A petition has started to remove a sculpture in a Kansas arboretum depicting a topless woman taking a photograph of herself. Though a parental guidance warning has been posted before the entrance to the sculpture garden, the petition is seeking to have the statue declared obscene and removed from the park. Joanne Hughes, the person leading the campaign, worries that it promotes sexting. She says in a TV news interview:
It’s OK to take your clothes off and take nude pictures? And as an adult … it’s not something I’m going to do, but maybe something an impressionable youth will think is acceptable.

Titled “Accept or reject” (or “Choice”) some commentators believe the artwork by Chinese artist Yu Chang is critical of women’s self-objectification:
Rather than promoting sexting, the sculpture is meant to point out the danger of digital technology and social media — how in fragmenting individuals into separate parts, including their sexuality, people can lose part of their humanity and individuality. The fact that the woman in the sculpture has no head underscores this point.

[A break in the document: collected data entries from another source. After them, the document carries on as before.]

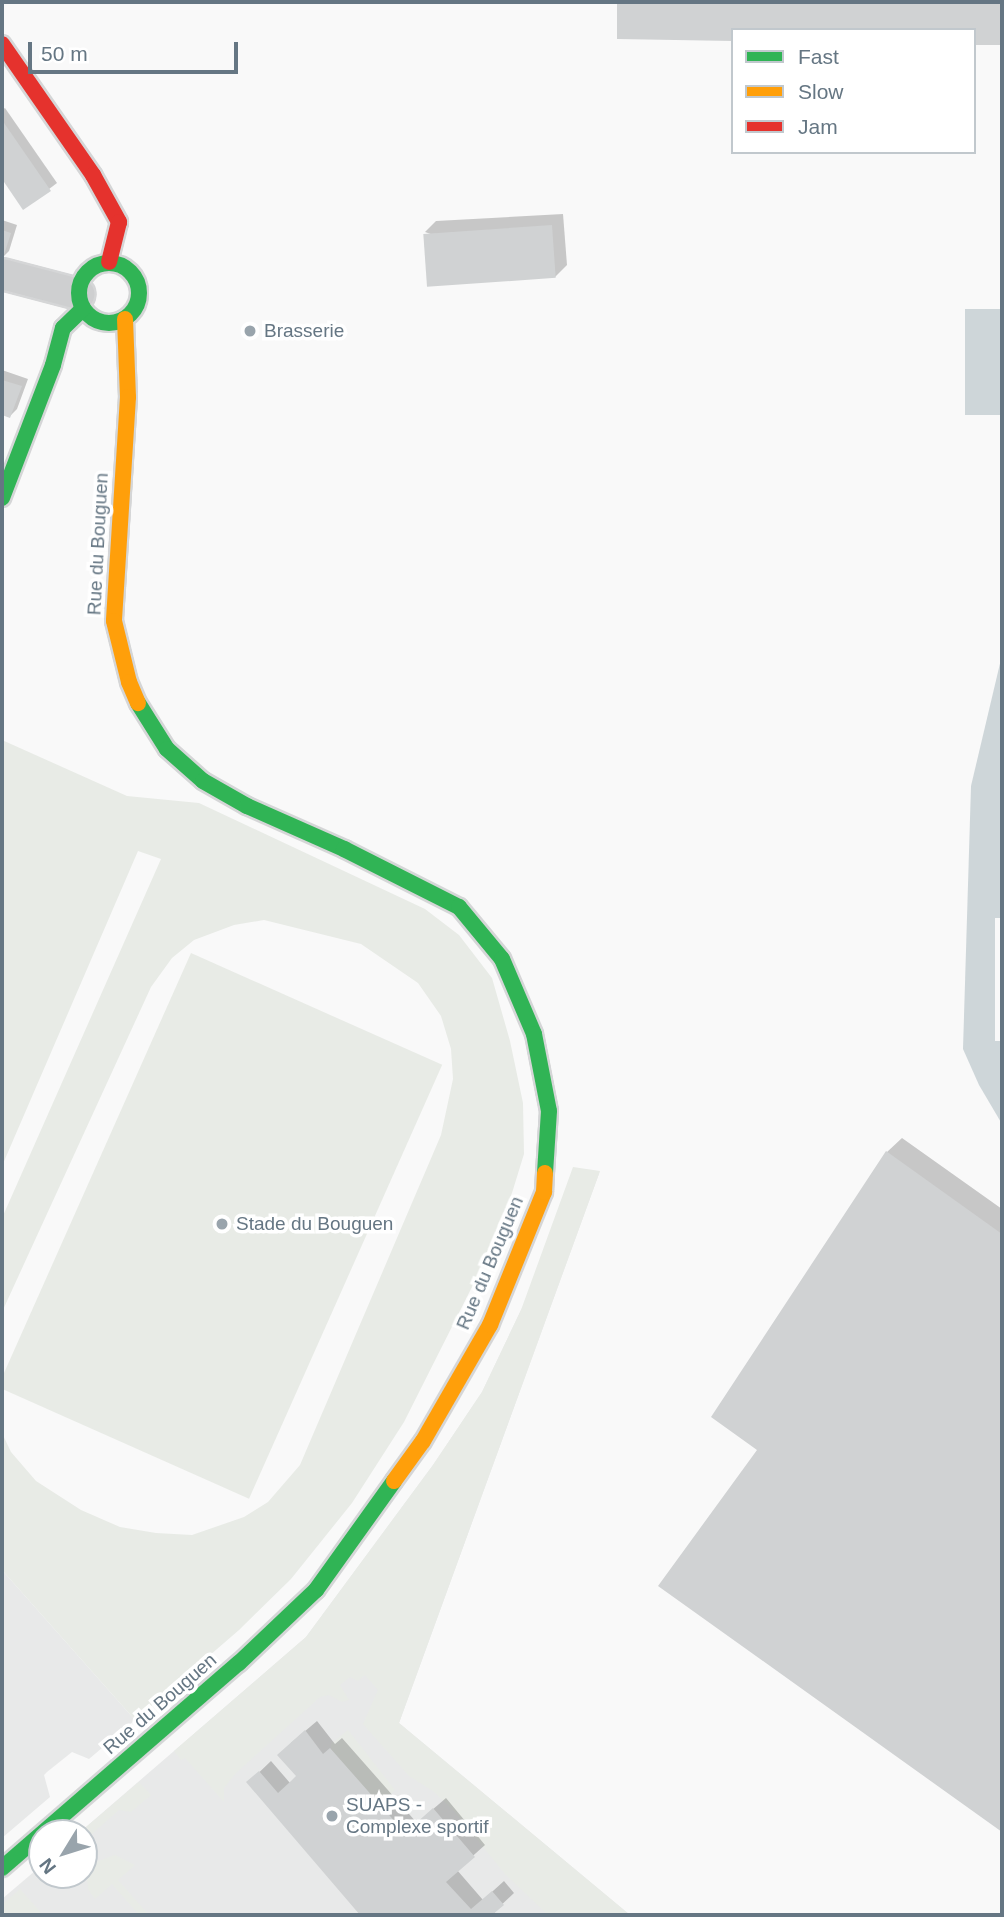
<!DOCTYPE html>
<html>
<head>
<meta charset="utf-8">
<style>
  body { margin:0 }
  #map { position:relative; width:1004px; height:1917px; overflow:hidden; background:#f9f9f9; font-family:Helvetica,sans-serif }
  div>[style] { position:absolute }
  .built>* { inset:0; background:#e8e9e9 }
  .green>* { inset:0; background:#e8ebe6; transform-origin:0 0 }
  .water>* { inset:0; background:#ced6d9; transform-origin:0 0 }
  .pier>* { inset:0; background:#f9f9f9; transform-origin:0 0 }
  .shadow>* { inset:0; background:#0003 }
  .building>* { inset:0; background:#d0d2d3; transform-origin:0 0 }
  .roads { filter:drop-shadow(2px 0 #d5d6d7) drop-shadow(-2px 0 #d5d6d7) drop-shadow(0 2px #d5d6d7) drop-shadow(0 -2px #d5d6d7) }
  .street>* { height:30px; margin:-15px; padding:0 15px; transform-origin:15px; border-radius:15px; background:#cecfd0 }
  .fast>* { height:16px; margin:-8px; padding:0 8px; transform-origin:8px; border-radius:8px; background:#30b455 }
  .fast>.ring { margin:-8px; padding:0; box-sizing:content-box; background:none; border:16px solid #30b455; border-radius:50% }
  .slow>* { height:16px; margin:-8px; padding:0 8px; transform-origin:8px; border-radius:8px; background:#ff9f0a }
  .jam>* { height:16px; margin:-8px; padding:0 8px; transform-origin:8px; border-radius:8px; background:#e5322d }
  .dots>* { width:19px; height:19px; translate:-50% -50%; box-sizing:border-box; border:4px solid #fff; border-radius:50% }
  span { translate:-50% -50%; white-space:nowrap; text-align:center; line-height:1.15; -webkit-text-stroke:7px #fff; paint-order:stroke }
  .poi-label { font-size:19px; color:#657683 }
  .left { translate:0 -50%; text-align:left }
  .street-label { font-size:19px; color:#657683 }
  .frame { position:absolute; inset:0; border:4px solid #657683; pointer-events:none }
  .legend { position:absolute; left:731px; top:28px; width:245px; height:126px; box-sizing:border-box; background:#fff; border:2px solid #c1c8cd; margin:0; padding:9px 12px; list-style:none; font-size:21px; color:#657683 }
  .legend li { display:flex; align-items:center; gap:14px; height:35px }
  .legend b { width:35px; border:2px solid #c1c8cd }
  .north { position:absolute; left:28px; top:1819px; width:70px; height:70px; box-sizing:border-box; background:#fff; border:2px solid #c1c8cd; border-radius:50%; rotate:232deg; font-size:19px; font-weight:700; line-height:28px; text-align:center; color:#657683 }
  .north::after { content:''; display:block; margin:auto; width:24px; height:32px; background:#99a4ac; clip-path:polygon(50% 0,100% 100%,50% 72%,0 100%) }
  .scale { position:absolute; left:28px; top:42px; width:210px; height:32px; box-sizing:border-box; border:4px solid #657683; border-top:0; padding-left:9px; font-size:21px; line-height:24px; white-space:nowrap; color:#657683; -webkit-text-stroke:5px #fff; paint-order:stroke }
</style>
</head>
<body>
<div id="map">
  <div class="built">
    <div style="clip-path:polygon(600px 1171px,399px 1723px,630px 1915px,2px 1915px,2px 1899px,42px 1865px,42px 1875px,84px 1875px,84px 1833px,79px 1833px,306px 1637px,433px 1465px,482px 1392px,521px 1310px)"></div>
    <div style="clip-path:polygon(2px 1570px,135px 1720px,89px 1759px,72px 1752px,47px 1772px,44px 1775px,50px 1797px,2px 1838px)"></div>
  </div>
  <div class="green">
    <div style="clip-path:polygon(2px 740px,127px 796px,199px 803px,425px 909px,459px 935px,492px 978px,510px 1041px,523px 1103px,524px 1154px,512px 1193px,473px 1285px,404px 1422px,352px 1503px,291px 1579px,239px 1630px,135px 1720px,2px 1570px,2px 1433px,11px 1452px,36px 1481px,81px 1510px,120px 1527px,156px 1533px,192px 1535px,244px 1517px,268px 1502px,300px 1465px,441px 1135px,453px 1079px,451px 1049px,441px 1016px,418px 983px,361px 944px,264px 920px,234px 925px,194px 940px,172px 958px,151px 987px,2px 1312px,2px 1218px,161px 859px,138px 851px,2px 1166px)"></div>
    <div style="left:191px;top:953px;width:275px;height:475px;rotate:24deg"></div>
    <div style="clip-path:polygon(573px 1167px,600px 1171px,399px 1723px,630px 1915px,548px 1915px,505px 1874px,454px 1811px,433px 1791px,409px 1776px,363px 1724px,378px 1690px,365px 1675px,358px 1681px,350px 1677px,340px 1685px,349px 1700px,342px 1702px,329px 1695px,320px 1697px,236px 1773px,224px 1788px,224px 1802px,185px 1758px,181px 1760px,174px 1751px,306px 1637px,433px 1465px,482px 1392px,521px 1310px)"></div>
    <div style="clip-path:polygon(348px 1730px,395px 1790px,380px 1806px,331px 1749px,331px 1744px)"></div>
    <div style="clip-path:polygon(139px 1782px,151px 1795px,131px 1812px,119px 1810px,84px 1841px,84px 1833px,79px 1833px)"></div>
    <div style="clip-path:polygon(115px 1855px,135px 1865px,118px 1880px,149px 1915px,139px 1915px,112px 1884px,95px 1899px,88px 1889px,87px 1879px,98px 1861px)"></div>
    <div style="clip-path:polygon(20px 1889px,43px 1915px,2px 1915px,2px 1905px)"></div>
  </div>
  <div class="water">
    <div style="left:1002px;top:309px;width:106px;height:37px;rotate:90deg"></div>
    <div style="clip-path:polygon(1002px 655px,1002px 1124px,979px 1085px,963px 1049px,971px 786px)"></div>
  </div>
  <div class="pier">
    <div style="left:995px;top:918px;width:7px;height:123px"></div>
  </div>
  <div class="shadow">
    <div style="clip-path:polygon(619px 2px,1002px 2px,1002px 43px,974px 43px,974px 30px,733px 30px,618px 37px)"></div>
    <div style="clip-path:polygon(5px 108px,57px 183px,24px 208px,2px 176px,2px 110px)"></div>
    <div style="clip-path:polygon(563px 214px,567px 265px,555px 277px,425px 232px,436px 221px)"></div>
    <div style="clip-path:polygon(2px 220px,17px 225px,9px 251px,2px 258px)"></div>
    <div style="clip-path:polygon(2px 370px,28px 379px,17px 409px,10px 416px,4px 414px,2px 420px)"></div>
    <div style="clip-path:polygon(902px 1138px,1002px 1209px,1002px 1830px,660px 1585px,759px 1450px,887px 1152px)"></div>
    <div style="clip-path:polygon(317px 1721px,335px 1744px,342px 1738px,417px 1823px,446px 1798px,485px 1845px,457px 1870px,483px 1900px,504px 1881px,514px 1893px,494px 1912px,497px 1915px,364px 1915px,249px 1782px,271px 1761px,290px 1783px,298px 1776px,291px 1743px)"></div>
  </div>
  <div class="building">
    <div style="clip-path:polygon(617px 2px,1002px 2px,1002px 45px,974px 45px,974px 30px,733px 30px,733px 41px,617px 39px)"></div>
    <div style="clip-path:polygon(2px 120px,51px 191px,23px 210px,2px 179px)"></div>
    <div style="left:552px;top:225px;width:53px;height:129px;rotate:86deg"></div>
    <div style="clip-path:polygon(2px 230px,11px 233px,2px 261px)"></div>
    <div style="clip-path:polygon(2px 380px,22px 386px,10px 418px,2px 415px)"></div>
    <div style="clip-path:polygon(886px 1151px,1002px 1234px,1002px 1832px,658px 1586px,757px 1450px,711px 1417px)"></div>
    <div style="clip-path:polygon(305px 1730px,323px 1754px,330px 1748px,405px 1833px,433px 1808px,475px 1857px,446px 1882px,471px 1909px,492px 1891px,504px 1905px,492px 1915px,360px 1915px,246px 1782px,259px 1771px,278px 1793px,291px 1781px,296px 1776px,277px 1755px)"></div>
  </div>
  <div class="roads">
    <div class="street">
      <div style="left:2px;top:274px;width:80px;rotate:14.6deg"></div>
    </div>
    <div class="fast">
      <div class="ring" style="left:79px;top:263px;width:44px;height:44px"></div>
      <div style="left:2px;top:498px;width:142px;rotate:-69deg"></div>
      <div style="left:53px;top:365px;width:38px;rotate:-75deg"></div>
      <div style="left:63px;top:328px;width:28px;rotate:-44deg"></div>
      <div style="left:138px;top:703px;width:54px;rotate:57.8deg"></div>
      <div style="left:167px;top:749px;width:48px;rotate:41.6deg"></div>
      <div style="left:203px;top:781px;width:51px;rotate:29.6deg"></div>
      <div style="left:247px;top:806px;width:106px;rotate:23.9deg"></div>
      <div style="left:344px;top:849px;width:129px;rotate:26.8deg"></div>
      <div style="left:459px;top:907px;width:67px;rotate:50.4deg"></div>
      <div style="left:502px;top:959px;width:82px;rotate:66.9deg"></div>
      <div style="left:534px;top:1034px;width:78px;rotate:79deg"></div>
      <div style="left:549px;top:1111px;width:62px;rotate:93.7deg"></div>
      <div style="left:2px;top:1868px;width:313px;rotate:-40.9deg"></div>
      <div style="left:239px;top:1663px;width:106px;rotate:-43.5deg"></div>
      <div style="left:316px;top:1590px;width:134px;rotate:-54.4deg"></div>
    </div>
    <div class="slow">
      <div style="left:125px;top:319px;width:78px;rotate:87.8deg"></div>
      <div style="left:128px;top:397px;width:224px;rotate:93.6deg"></div>
      <div style="left:114px;top:621px;width:63px;rotate:76.2deg"></div>
      <div style="left:129px;top:682px;width:23px;rotate:67deg"></div>
      <div style="left:394px;top:1481px;width:49px;rotate:-54.1deg"></div>
      <div style="left:423px;top:1441px;width:134px;rotate:-60deg"></div>
      <div style="left:490px;top:1325px;width:144px;rotate:-67.9deg"></div>
      <div style="left:544px;top:1192px;width:19px;rotate:-87deg"></div>
    </div>
    <div class="jam">
      <div style="left:2px;top:44px;width:160px;rotate:55.2deg"></div>
      <div style="left:93px;top:175px;width:54px;rotate:61deg"></div>
      <div style="left:119px;top:222px;width:41px;rotate:104deg"></div>
    </div>
  </div>
  <div class="dots">
    <div style="left:250px;top:331px;background:#99a4ac"></div>
    <div style="left:222px;top:1224px;background:#99a4ac"></div>
    <div style="left:332px;top:1816px;background:#99a4ac"></div>
  </div>
  <div class="poi-label">
    <span class="left" style="left:264px;top:331px">Brasserie</span>
    <span class="left" style="left:236px;top:1224px">Stade du Bouguen</span>
    <span class="left" style="left:346px;top:1816px">SUAPS -<br>Complexe sportif</span>
  </div>
  <div class="street-label">
    <span style="left:98px;top:544px;rotate:-87deg">Rue du Bouguen</span>
    <span style="left:490px;top:1263px;rotate:-67deg">Rue du Bouguen</span>
    <span style="left:160px;top:1704px;rotate:-41deg">Rue du Bouguen</span>
  </div>
  <div class="frame"></div>
  <ul class="legend">
  <li><b style="height:9px;background:#30b455"></b>Fast</li>
  <li><b style="height:9px;background:#ff9f0a"></b>Slow</li>
  <li><b style="height:9px;background:#e5322d"></b>Jam</li>
  </ul>
  <div class="north">N</div>
  <div class="scale">50 m</div>
</div>
</body>
</html>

In another article Hughes says:
I didn’t take the time to understand the artist’s message … I was really thinking, ‘Good grief, what is that doing here?’ It is vulgar. It is provocative. I thought it was glorifying sexting. For me, it is very offensive.
She is not moved by argument that sculptures often depict nudity:
I have seen the statue of David in person. It is beautiful. He’s also not taking a picture of his penis. There is a difference there. The message is different.
It’s interesting that Hughes is ok with David (and presumably the Venus de Milo as well) because they are art and thus non-sexual. But I think we’re missing something about all those naked classics if we pretend there’s no erotic intent to them at all.
More importantly, why is a statue depicting self-objectification more offensive than artwork objectifying women created by male artists? The problem people are having with this statue is not the nudity, it’s sexuality. The classic female nude is a passive object rendered in paint or stone or metal by a (usually) male artist; holding up a camera (though she’s still a topless headless statue), makes this particular muse no longer entirely passive.
Some news coverage blurs out the statue’s exposed breasts, but I don’t think that’s really what people feel is offensive about it. Instead they should censor the statue’s outstretched arm with the camera–the act of choosing to represent herself is what seems to be the problem.